Issuers of Securities
Debt issued by governments is often referred to as treasury or sovereign, while [[municipal bond|municipal debt is issued by state and local governments and agencies. Companies issue corporate bonds as debt, and stock as equity.
 Uses of securities
Commercial enterprises use securities to raising new capital. Securities are an attractive alternative to bank loans, which tend to be relatively expensive and short term. Through securities, capital is provided by investors, the purchasers of the securities. In a similar way, governments raise capital with security issuance when taxation and other income are insufficient to meet expenditures.
Investors in securities may be retail (members of the investing public) or wholesale (financial institutions). Institutional (wholesale) investors include investment banks, insurance companies, pension funds and other managed funds.
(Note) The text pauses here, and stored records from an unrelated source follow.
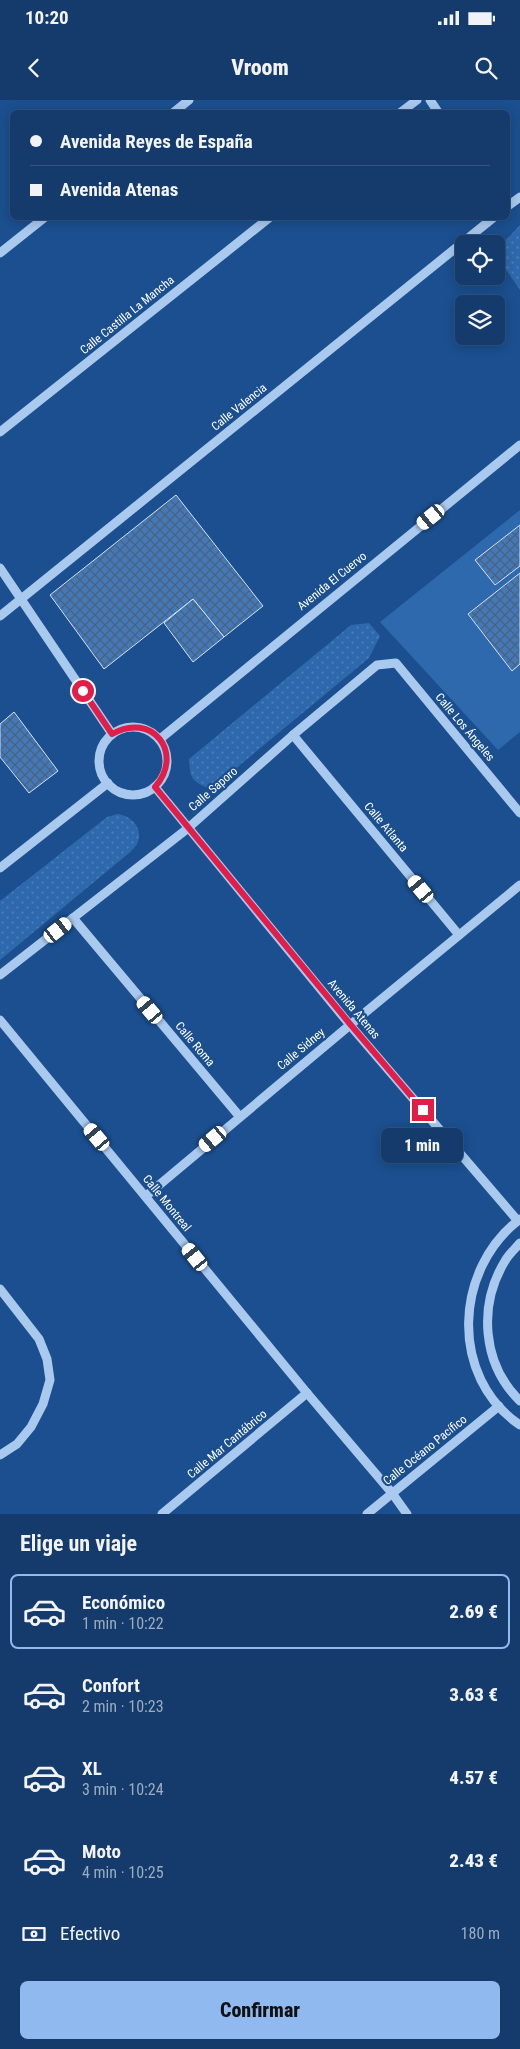 <!DOCTYPE html>
<html lang="es">
<head>
<meta charset="utf-8">
<style>
  body { margin:0; font-family:"Roboto Condensed",sans-serif; background:#214673; color:#f1f3f6; height:100vh; display:flex; flex-direction:column; font-size:19px; white-space:nowrap }
  * { box-sizing:border-box; margin:0 }
  p { font-size:16px; color:#9dadc1 }
  .icon { flex:none; width:28px; height:28px; fill:none; stroke:currentColor; stroke-width:2; stroke-linecap:round; stroke-linejoin:round }
  .map { position:relative; height:1414px; overflow:hidden }
  .side { display:flex; flex-direction:column; background:#143b6b; flex:1 }
  .side>* { flex:none }
  .banner { position:absolute; left:10px; top:10px; width:500px; height:110px; border-radius:8px; box-shadow:0 2px 12px #0003,0 0 0 1px #33557e; display:grid; align-content:center; height:110px; padding:0 20px; background:#143b6b }
  .controls { position:absolute; left:455px; top:135px; display:grid; gap:10px }
  .controls a { display:grid; place-items:center; width:50px; height:50px; border-radius:8px; background:#143b6b; box-shadow:0 2px 12px #0003,0 0 0 1px #33557e; font-size:25px }
  .end { position:absolute; width:22px; height:22px; margin:-11px; border:6px solid #e11d48; background:#fff; box-shadow:0 0 0 2px #fff }
  .from { border-radius:50% }
  .bubble { position:absolute; height:35px; border-radius:8px; background:#143b6b; box-shadow:0 2px 12px #0003,0 0 0 1px #33557e; font-size:16px; font-weight:800; line-height:35px; text-align:center }
  .car { position:absolute; width:15px; height:30px; margin:-15px -8px; border-radius:6px; box-shadow:0 0 4px 1px #0007; background:linear-gradient(#fff 24%,#345 0 40%,#fff 0 76%,#345 0 86%,#fff 0) }
  .banner b { display:flex; align-items:center; gap:18px; height:48px; font-size:19px }
  .banner b+b { border-top:1px solid #33557e }
  .banner i { width:12px; height:12px; background:#f1f3f6 }
  ul { padding:0; list-style:none }
  li { display:flex; align-items:center; gap:15px; height:75px; margin:0 10px 8px; padding:0 10px; border:2px solid transparent; border-radius:8px }
  li div { flex:1 }
  li b { display:block; font-size:19px }
  li em { font-style:normal; font-weight:800 }
  li.active { border-color:#90b9f0 }
  li>.icon { width:45px; height:45px; stroke-width:1.5 }
  h2 { padding:0 20px; font-size:22px; line-height:60px }
  .pay { display:flex; align-items:center; gap:12px; height:55px; padding:0 20px; font-size:19px }
  .pay p { margin-inline-start:auto }
  .button { display:flex; gap:10px; margin-top:auto; padding:10px 20px }
  .button a { flex:1; height:58px; border-radius:8px; background:#90b9f0; color:#111; font-size:20px; font-weight:800; line-height:58px; text-align:center }
  .status { display:flex; justify-content:space-between; align-items:center; height:35px; padding:0 25px; background:#143b6b; direction:ltr }
  .status svg { height:14px; fill:currentColor }
  header { display:flex; justify-content:space-between; align-items:center; height:65px; padding:0 20px; background:#143b6b; font-size:22px; font-weight:800 }
  .map>svg:first-child { display:block }
  .grass { fill:#2e69ad }
  .park { fill:url(#park-dots) }
  .building { fill:url(#building-cross-hatch); stroke:#cfe3fa }
  .lines { fill:none; stroke-linecap:round; stroke-linejoin:round }
  .minor { stroke:#a9c9ee; stroke-width:9 }
  .route { stroke:#e11d48; stroke-width:6 }
  .labels { text-anchor:middle; dominant-baseline:central; stroke-width:4.5; stroke-linejoin:round; paint-order:stroke }
  .street-label { font-size:12px; fill:#fff; stroke:#1b4f8f }
</style>
</head>
<body>
<div class="status"><b>10:20</b><svg viewBox="0 0 49 12"><path d="M0 12V9h3v3zM5 12V6h3v6zM10 12V3h3v9zM15 12V0h3v12zM26 1h20v11H26zM47 4h2v5h-2z"/></svg></div>
<header><svg class="icon" aria-label="back" viewBox="0 0 24 24"><path d="M15 5l-7 7 7 7"/></svg>Vroom<svg class="icon" aria-label="search" viewBox="0 0 24 24"><circle cx="10" cy="10" r="6"/><path d="M15 15l6 6"/></svg></header>
<div class="map">
<svg width="520" height="1414" viewBox="0 0 520 1414">
  <defs>
    <pattern id="park-dots" width="8" height="8" patternUnits="userSpaceOnUse" patternTransform="scale(1.25)"><rect width="8" height="8" fill="#2e69ad"/><path d="M2 2h.1M6 6h.1" fill="none" stroke="#4d80b9" stroke-width="1.8" stroke-linecap="round"/></pattern>
    <pattern id="building-cross-hatch" width="8" height="8" patternUnits="userSpaceOnUse" patternTransform="scale(1.25)"><rect width="8" height="8" fill="#4478b7"/><path d="M0 0l8 8M0 8l8-8" fill="none" stroke="#486282"/></pattern>
  </defs>
  <rect width="100%" height="100%" fill="#1b4f8f"/>
  <path class="grass" d="M520,410V632L498,650L380,522Z"/>
  <g class="park">
    <path d="M520,125V190L496,155V147L508,138Z"/>
    <path d="M369,523L380,536L369,558L211,689C192,682 190,679 189,659L351,525Z"/>
    <path d="M118,714C132,716 144,729 137,744C135,747 131,751 129,753L0,860V801L107,717Z"/>
  </g>
  <g class="building">
    <path d="M176,395L263,506L224,537L193,499L104,569L50,495Z"/>
    <path d="M520,425V466L495,485L475,460Z"/>
    <path d="M520,473V564L512,571L468,514Z"/>
    <path d="M193,499L224,537L193,562L164,523Z"/>
    <path d="M14,612L58,671L29,693L0,657V624Z"/>
  </g>
  <g class="lines">
    <g class="minor">
      <path d="M430,0L438,12"/>
      <path d="M174,12L189,0"/>
      <path d="M401,12L417,0"/>
      <path d="M508,106L520,97"/>
      <path d="M0,153L44,118"/>
      <path d="M0,332L269,118"/>
      <path d="M0,468L112,634"/>
      <path d="M0,516L493,118"/>
      <circle cx="133" cy="661" r="34"/>
      <path d="M293,635L459,835"/>
      <path d="M160,639L520,345"/>
      <path d="M155,687L350,925L518,1121"/>
      <path d="M0,768L108,683"/>
      <path d="M73,818L240,1017"/>
      <path d="M0,875L187,729L293,635L377,565L396,563L520,713"/>
      <path d="M0,920L307,1293L392,1393L407,1414"/>
      <path d="M146,1096L350,925L520,785"/>
      <path d="M520,1119C454,1169 449,1277 520,1325"/>
      <path d="M520,1143C515,1149 509,1154 505,1161C478,1205 482,1264 520,1301"/>
      <path d="M0,1189L39,1239L47,1259L50,1280L43,1304L31,1327L17,1344L0,1355"/>
      <path d="M162,1414L307,1293"/>
      <path d="M367,1414L499,1306"/>
    </g>
  </g>
  <g class="lines">
    <path class="route" d="M83,591L112,634C152,611 185,653 155,687L350,924L423,1010"/>
  </g>
  <g class="labels">
    <g class="street-label">
      <text transform="translate(127 215) rotate(-39)">Calle Castilla La Mancha</text>
      <text transform="translate(239 307) rotate(-39)">Calle Valencia</text>
      <text transform="translate(332 481) rotate(-39)">Avenida El Cuervo</text>
      <text transform="translate(465 627) rotate(50)">Calle Los Ángeles</text>
      <text transform="translate(213 689) rotate(-41)">Calle Saporo</text>
      <text transform="translate(386 727) rotate(50)">Calle Atlanta</text>
      <text transform="translate(354 909) rotate(50)">Avenida Atenas</text>
      <text transform="translate(195 944) rotate(50)">Calle Roma</text>
      <text transform="translate(301 949) rotate(-40)">Calle Sidney</text>
      <text transform="translate(167 1103) rotate(51)">Calle Montreal</text>
      <text transform="translate(227 1344) rotate(-40)">Calle Mar Cantábrico</text>
      <text transform="translate(425 1350) rotate(-39)">Calle Océano Pacífico</text>
    </g>
  </g>
</svg>
<div class="controls">
<a><svg class="icon" aria-label="locate" viewBox="0 0 24 24"><circle cx="12" cy="12" r="6"/><path d="M12 2v4M12 18v4M2 12h4M18 12h4"/></svg></a>
<a><svg class="icon" aria-label="layers" viewBox="0 0 24 24"><path d="M12 4l9 5-9 5-9-5zM3 14l9 5 9-5"/></svg></a>
</div>
<i class="end from" style="left:83px;top:591px"></i>
<i class="end" style="left:423px;top:1010px"></i>
<div class="bubble" style="left:381px;top:1028px;width:82px">1 min</div>
<i class="car" style="left:431px;top:417px;rotate:231deg"></i>
<i class="car" style="left:421px;top:789px;rotate:320deg"></i>
<i class="car" style="left:58px;top:830px;rotate:52deg"></i>
<i class="car" style="left:150px;top:910px;rotate:320deg"></i>
<i class="car" style="left:97px;top:1037px;rotate:320deg"></i>
<i class="car" style="left:213px;top:1039px;rotate:230deg"></i>
<i class="car" style="left:195px;top:1157px;rotate:321deg"></i>
<div class="banner">
<b><i class="from"></i>Avenida Reyes de España</b>
<b><i></i>Avenida Atenas</b>
</div>
</div>
<section class="side">
<h2>Elige un viaje</h2>
<ul>
<li class="active"><svg class="icon" aria-label="car" viewBox="0 0 24 24"><path d="M5 17H2v-5l4-1 3-4h7l3 4 3 1v5h-3M9 17h6M6 11h13"/><circle cx="7" cy="17" r="2"/><circle cx="17" cy="17" r="2"/></svg><div><b>Económico</b><p>1 min · 10:22</p></div><em>2.69 €</em></li>
<li><svg class="icon" aria-label="car" viewBox="0 0 24 24"><path d="M5 17H2v-5l4-1 3-4h7l3 4 3 1v5h-3M9 17h6M6 11h13"/><circle cx="7" cy="17" r="2"/><circle cx="17" cy="17" r="2"/></svg><div><b>Confort</b><p>2 min · 10:23</p></div><em>3.63 €</em></li>
<li><svg class="icon" aria-label="car" viewBox="0 0 24 24"><path d="M5 17H2v-5l4-1 3-4h7l3 4 3 1v5h-3M9 17h6M6 11h13"/><circle cx="7" cy="17" r="2"/><circle cx="17" cy="17" r="2"/></svg><div><b>XL</b><p>3 min · 10:24</p></div><em>4.57 €</em></li>
<li><svg class="icon" aria-label="car" viewBox="0 0 24 24"><path d="M5 17H2v-5l4-1 3-4h7l3 4 3 1v5h-3M9 17h6M6 11h13"/><circle cx="7" cy="17" r="2"/><circle cx="17" cy="17" r="2"/></svg><div><b>Moto</b><p>4 min · 10:25</p></div><em>2.43 €</em></li>
</ul>
<div class="pay"><svg class="icon" aria-label="cash" viewBox="0 0 24 24"><path d="M3 7h18v10H3z"/><circle cx="12" cy="12" r="2"/></svg>Efectivo<p>180 m</p></div>
<div class="button"><a>Confirmar</a></div>
</section>
</body>
</html>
In either case, the function of the purchase of securities is investment, with the view to receiving income and/or generating capital gain. Debt securities generally offer a higher rate of interest than bank deposits, and equities offer the prospect of capital growth. Equity investment often (but not always) also offer control of the issuing company.
 Trading of Securities
 Public offers and private placements
In the primary markets, securities may be offered to the public in a public offer. Alternatively, they may be offered privately to a limited number of persons in a private placement. Often a combination of the two is used.
Sovereign/Treasury debt is generally sold by auction to a specialised class of dealers, who may then sell them to their customers. Increasingly, however, the private investor has been able to participate in this auction process.
 Listing and OTC dealing
Publicly traded securities (which generally require registration with some regulatory authority) are often listed on a stock exchange. Issuers may seek listings for their securities in order to attract investors, by ensuring that there is a liquid and regulated market in which investors will be able to buy and sell securities.
Growth in informal electronic trading systems has challenged the traditional business of stock exchanges. Large volumes of securities are also bought and sold "over-the-counter" (OTC).
There are also so-called eurosecurities, which are instruments issued outside their domestic market. They are often listed on the Luxembourg Stock Exchange and/or in London. Their issuance can be motivated by regulatory and tax considerations, as well as the investment restrictions.
 Bearer and registered securities
 Bearer securities
Bearer securities are issued in the form of an actual paper instrument. On the face of the instrument is written the promise of the issuer to pay the bearer of the instrument. In the absence of computerisation, bearer securities constitute tangible assets. They are transferrable from person to person, in some cases by endorsement or signing the back of the instrument.
 Registered securities
Registered securities are ones whereby certificates in the name of the holder are issued, but are only a representation. One does not necessarily gain legal ownership through possession of the certificate as the issuer maintains a register (often computerized) in which detailing the holders of the securities. Transfer of registered securities occurs by posting the change in the register.
 Fungible and non-fungible securities
If an asset is 'fungible it means that when it lent or otherwise placed with a custodian the borrower or custodian is obliged to return assets equivalent to the original asset, not necessarily the identical asset.